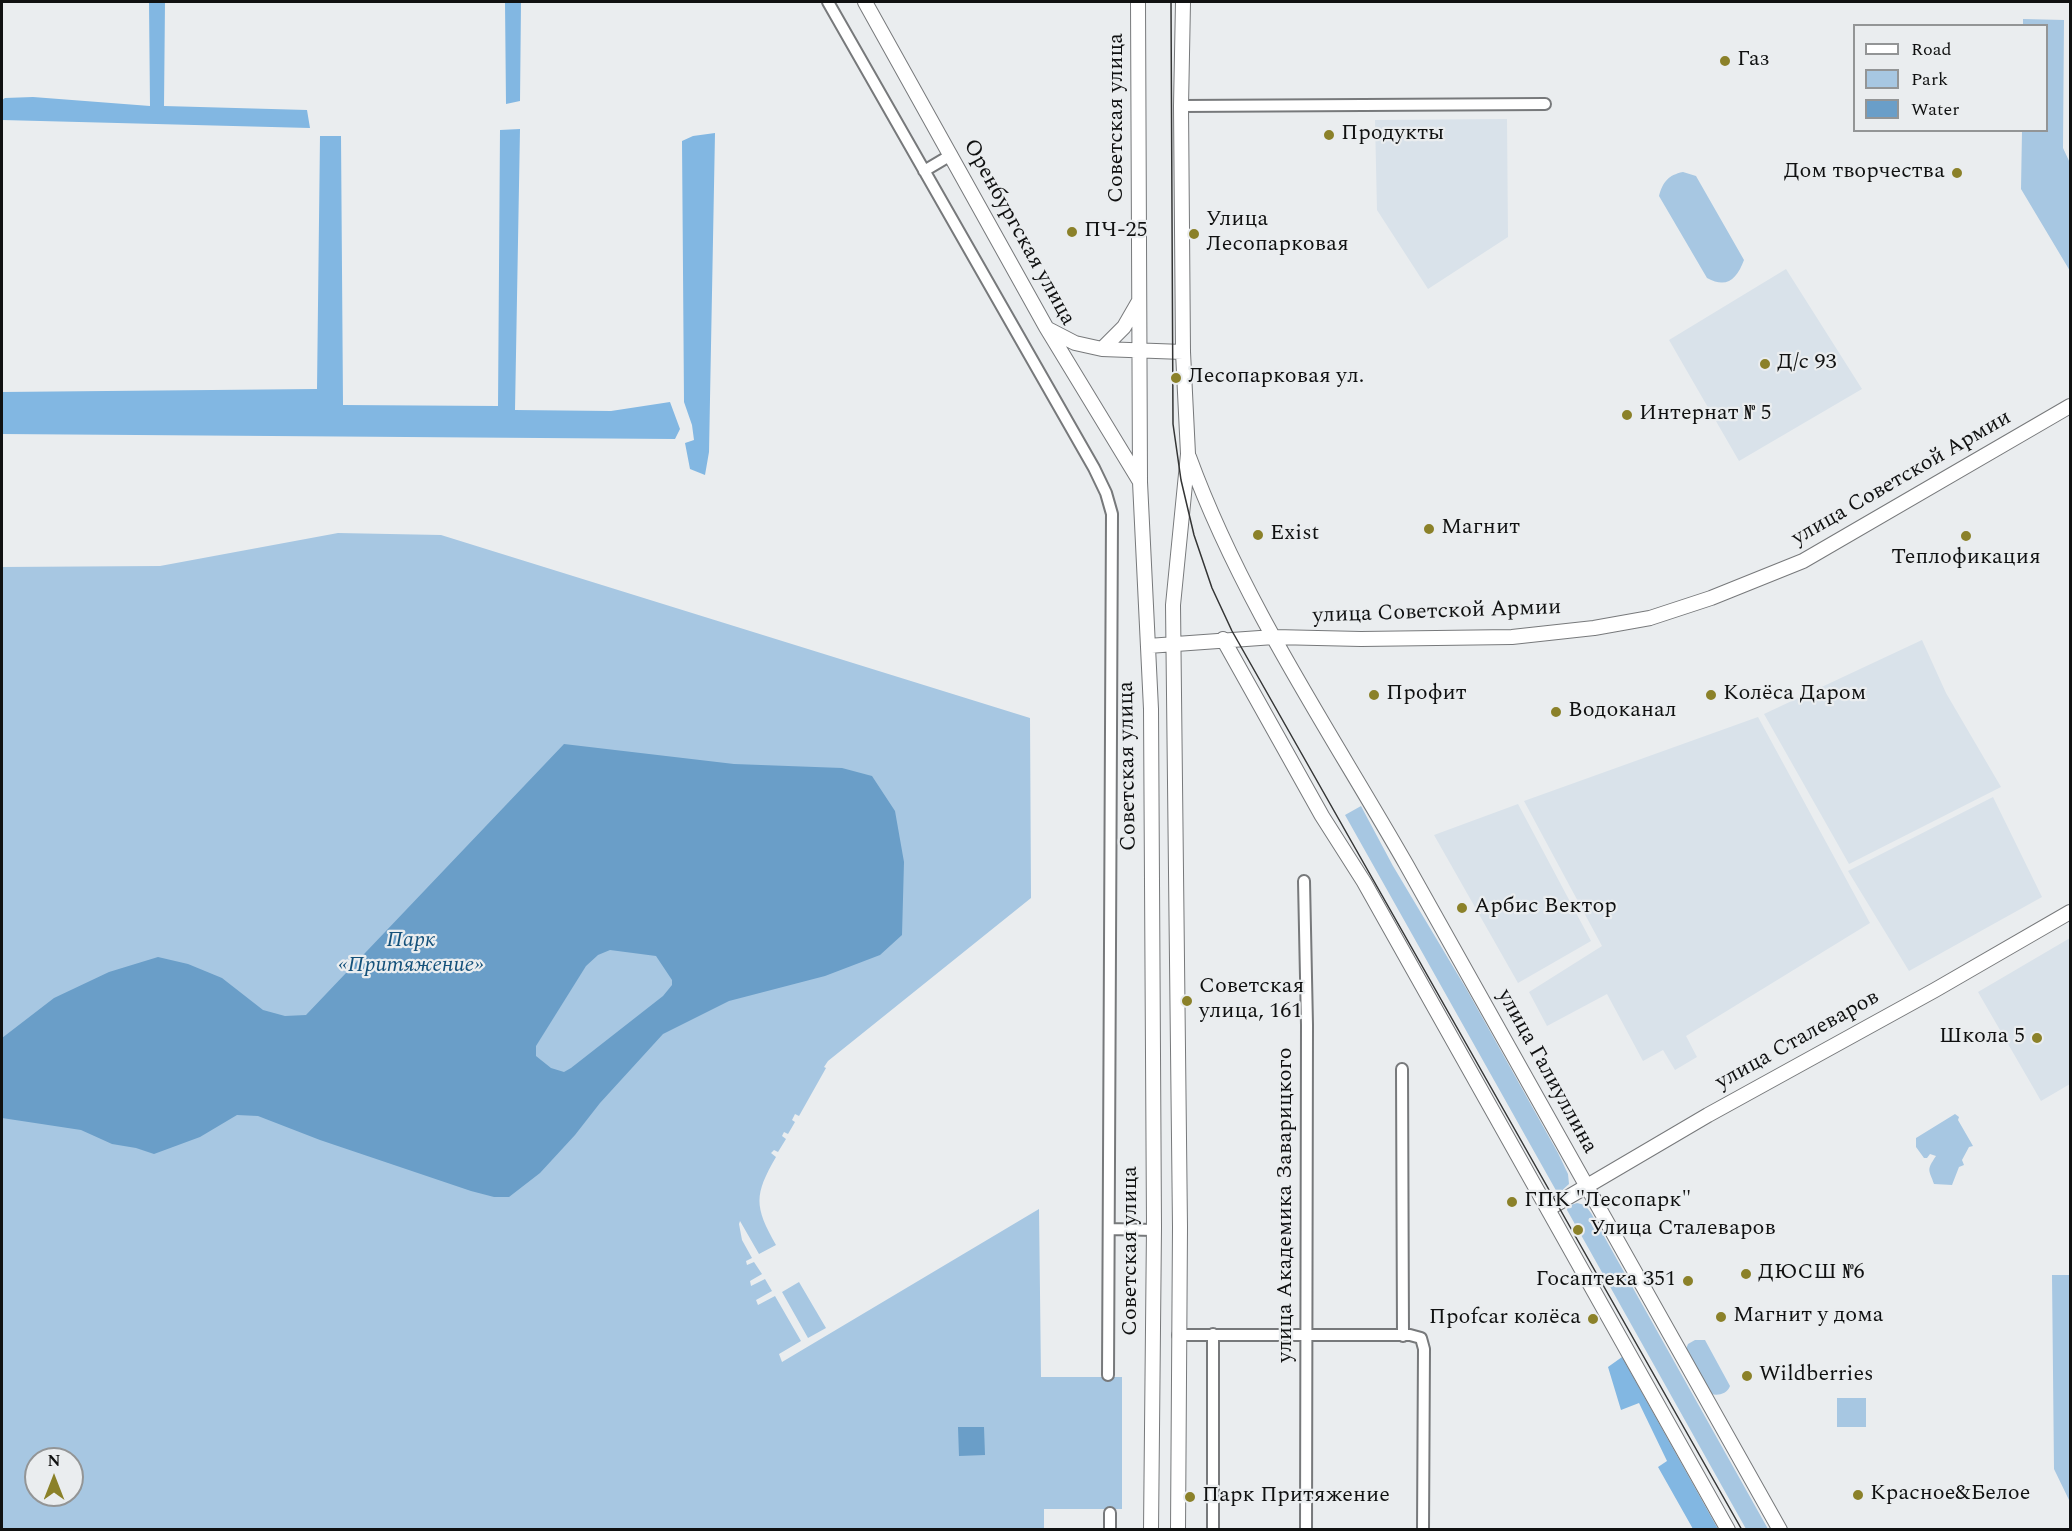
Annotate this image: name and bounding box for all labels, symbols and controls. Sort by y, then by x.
—————
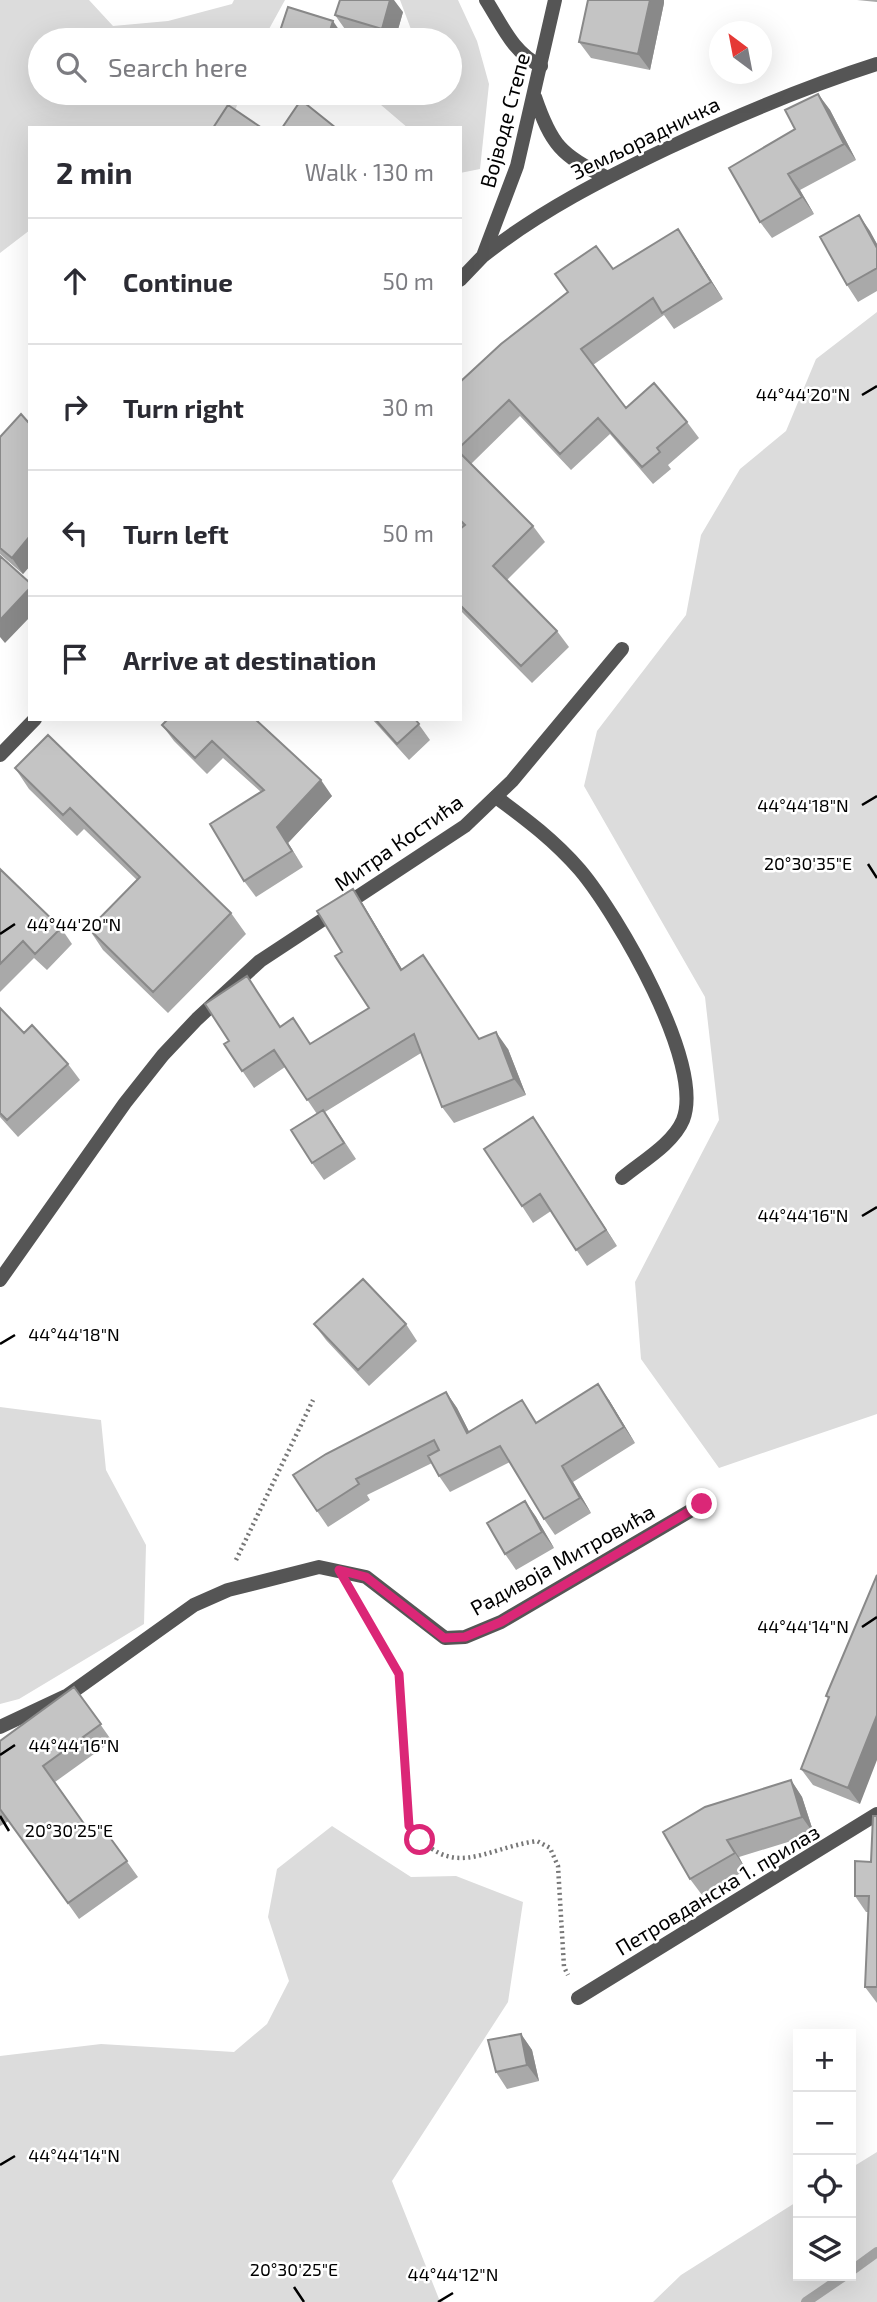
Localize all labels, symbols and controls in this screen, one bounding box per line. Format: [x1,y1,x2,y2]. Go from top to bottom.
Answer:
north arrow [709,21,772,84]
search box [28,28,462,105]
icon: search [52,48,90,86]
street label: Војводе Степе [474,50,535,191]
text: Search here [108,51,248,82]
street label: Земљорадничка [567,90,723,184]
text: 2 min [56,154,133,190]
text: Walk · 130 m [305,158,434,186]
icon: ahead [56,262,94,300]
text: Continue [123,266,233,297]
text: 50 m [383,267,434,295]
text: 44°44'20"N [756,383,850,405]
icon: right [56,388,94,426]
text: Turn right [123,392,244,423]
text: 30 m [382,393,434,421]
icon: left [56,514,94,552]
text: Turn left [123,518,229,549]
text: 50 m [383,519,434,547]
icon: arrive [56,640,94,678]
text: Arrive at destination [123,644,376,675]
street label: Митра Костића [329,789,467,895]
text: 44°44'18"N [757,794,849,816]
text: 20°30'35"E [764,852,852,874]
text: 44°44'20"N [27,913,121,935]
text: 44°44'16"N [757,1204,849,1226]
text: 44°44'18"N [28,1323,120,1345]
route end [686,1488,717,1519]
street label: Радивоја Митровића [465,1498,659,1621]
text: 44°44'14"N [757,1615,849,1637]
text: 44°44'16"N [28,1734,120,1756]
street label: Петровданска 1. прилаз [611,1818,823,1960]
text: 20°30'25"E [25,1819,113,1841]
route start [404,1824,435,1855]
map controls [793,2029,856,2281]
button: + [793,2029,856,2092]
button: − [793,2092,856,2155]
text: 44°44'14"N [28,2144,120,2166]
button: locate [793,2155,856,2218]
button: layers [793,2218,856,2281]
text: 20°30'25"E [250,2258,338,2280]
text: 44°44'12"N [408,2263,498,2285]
—————
In which lines of the material above does the string "labels" occur? Copy them all.

**WRITTEN REPLY**
Annotate this image: name and bounding box for all labels, symbols and controls. Sort by y, then by x.
Localize all labels, symbols and controls in this screen, one bounding box per line. Format: [x1,y1,x2,y2]. Go from top to bottom.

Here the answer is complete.